## EXCERPTED RECORDS
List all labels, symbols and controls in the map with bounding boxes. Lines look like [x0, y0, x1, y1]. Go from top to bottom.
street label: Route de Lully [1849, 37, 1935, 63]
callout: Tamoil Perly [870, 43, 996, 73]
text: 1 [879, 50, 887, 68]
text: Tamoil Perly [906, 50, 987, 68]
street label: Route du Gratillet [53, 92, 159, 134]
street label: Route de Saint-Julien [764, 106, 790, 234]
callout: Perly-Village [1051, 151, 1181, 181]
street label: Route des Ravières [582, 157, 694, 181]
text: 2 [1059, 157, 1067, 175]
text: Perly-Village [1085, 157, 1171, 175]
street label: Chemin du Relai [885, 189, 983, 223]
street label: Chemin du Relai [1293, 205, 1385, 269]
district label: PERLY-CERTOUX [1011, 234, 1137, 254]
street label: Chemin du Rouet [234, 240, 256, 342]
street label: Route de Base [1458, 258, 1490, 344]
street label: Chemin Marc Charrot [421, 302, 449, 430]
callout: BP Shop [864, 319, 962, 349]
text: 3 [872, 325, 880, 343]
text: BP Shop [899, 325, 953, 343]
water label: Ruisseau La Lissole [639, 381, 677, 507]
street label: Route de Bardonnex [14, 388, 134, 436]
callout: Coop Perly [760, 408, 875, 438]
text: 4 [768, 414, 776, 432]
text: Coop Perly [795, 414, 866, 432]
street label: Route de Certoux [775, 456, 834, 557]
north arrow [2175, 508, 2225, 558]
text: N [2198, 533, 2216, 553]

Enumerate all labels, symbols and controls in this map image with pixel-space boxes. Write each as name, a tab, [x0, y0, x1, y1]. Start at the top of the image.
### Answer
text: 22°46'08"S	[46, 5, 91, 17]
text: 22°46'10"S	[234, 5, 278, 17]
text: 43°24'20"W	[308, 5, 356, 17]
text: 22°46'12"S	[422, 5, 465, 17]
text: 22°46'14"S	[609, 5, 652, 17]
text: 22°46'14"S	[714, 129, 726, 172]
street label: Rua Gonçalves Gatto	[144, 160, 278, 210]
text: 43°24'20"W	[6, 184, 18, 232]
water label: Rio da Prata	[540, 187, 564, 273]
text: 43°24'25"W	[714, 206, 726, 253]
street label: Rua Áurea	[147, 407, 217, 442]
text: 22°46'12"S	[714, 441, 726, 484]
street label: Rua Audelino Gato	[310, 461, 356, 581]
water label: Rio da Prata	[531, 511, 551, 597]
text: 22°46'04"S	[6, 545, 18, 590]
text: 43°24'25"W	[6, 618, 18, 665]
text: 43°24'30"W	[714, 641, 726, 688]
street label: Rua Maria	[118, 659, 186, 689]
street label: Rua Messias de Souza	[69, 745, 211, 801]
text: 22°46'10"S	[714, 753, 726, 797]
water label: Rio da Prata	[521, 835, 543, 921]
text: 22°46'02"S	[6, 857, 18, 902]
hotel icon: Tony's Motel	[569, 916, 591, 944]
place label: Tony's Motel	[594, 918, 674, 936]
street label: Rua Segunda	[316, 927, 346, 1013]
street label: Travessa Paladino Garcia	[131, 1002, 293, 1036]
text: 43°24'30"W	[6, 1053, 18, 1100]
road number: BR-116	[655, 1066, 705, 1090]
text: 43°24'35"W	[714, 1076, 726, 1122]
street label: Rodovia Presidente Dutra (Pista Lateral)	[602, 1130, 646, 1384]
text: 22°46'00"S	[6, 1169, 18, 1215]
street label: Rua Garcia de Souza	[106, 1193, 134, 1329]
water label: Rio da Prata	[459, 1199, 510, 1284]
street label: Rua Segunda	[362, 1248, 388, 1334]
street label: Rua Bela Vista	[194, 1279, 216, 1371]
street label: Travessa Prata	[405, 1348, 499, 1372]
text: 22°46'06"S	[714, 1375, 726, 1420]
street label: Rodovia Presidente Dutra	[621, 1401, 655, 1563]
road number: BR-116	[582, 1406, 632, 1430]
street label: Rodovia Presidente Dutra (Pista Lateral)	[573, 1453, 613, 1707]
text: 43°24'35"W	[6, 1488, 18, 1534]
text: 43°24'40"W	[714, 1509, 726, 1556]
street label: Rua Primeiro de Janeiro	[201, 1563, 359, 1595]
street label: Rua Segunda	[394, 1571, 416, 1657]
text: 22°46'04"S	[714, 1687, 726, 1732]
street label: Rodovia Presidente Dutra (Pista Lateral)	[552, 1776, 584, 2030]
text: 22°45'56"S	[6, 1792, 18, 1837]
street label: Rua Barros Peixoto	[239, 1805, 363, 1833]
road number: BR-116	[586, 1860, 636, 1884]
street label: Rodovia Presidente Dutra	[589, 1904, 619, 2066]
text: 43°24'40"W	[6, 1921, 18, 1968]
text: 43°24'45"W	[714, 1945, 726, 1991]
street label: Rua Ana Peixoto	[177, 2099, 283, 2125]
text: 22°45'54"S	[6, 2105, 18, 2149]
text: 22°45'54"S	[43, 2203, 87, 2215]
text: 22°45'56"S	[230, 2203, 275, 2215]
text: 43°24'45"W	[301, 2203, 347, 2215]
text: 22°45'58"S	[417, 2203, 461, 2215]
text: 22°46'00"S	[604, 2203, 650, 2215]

## TASK TO COMPLETE
Read the records above. Show each line that has the string "Dutra".

## RESULT OF THE EXERCISE
street label: Rodovia Presidente Dutra (Pista Lateral)	[602, 1130, 646, 1384]
street label: Rodovia Presidente Dutra	[621, 1401, 655, 1563]
street label: Rodovia Presidente Dutra (Pista Lateral)	[573, 1453, 613, 1707]
street label: Rodovia Presidente Dutra (Pista Lateral)	[552, 1776, 584, 2030]
street label: Rodovia Presidente Dutra	[589, 1904, 619, 2066]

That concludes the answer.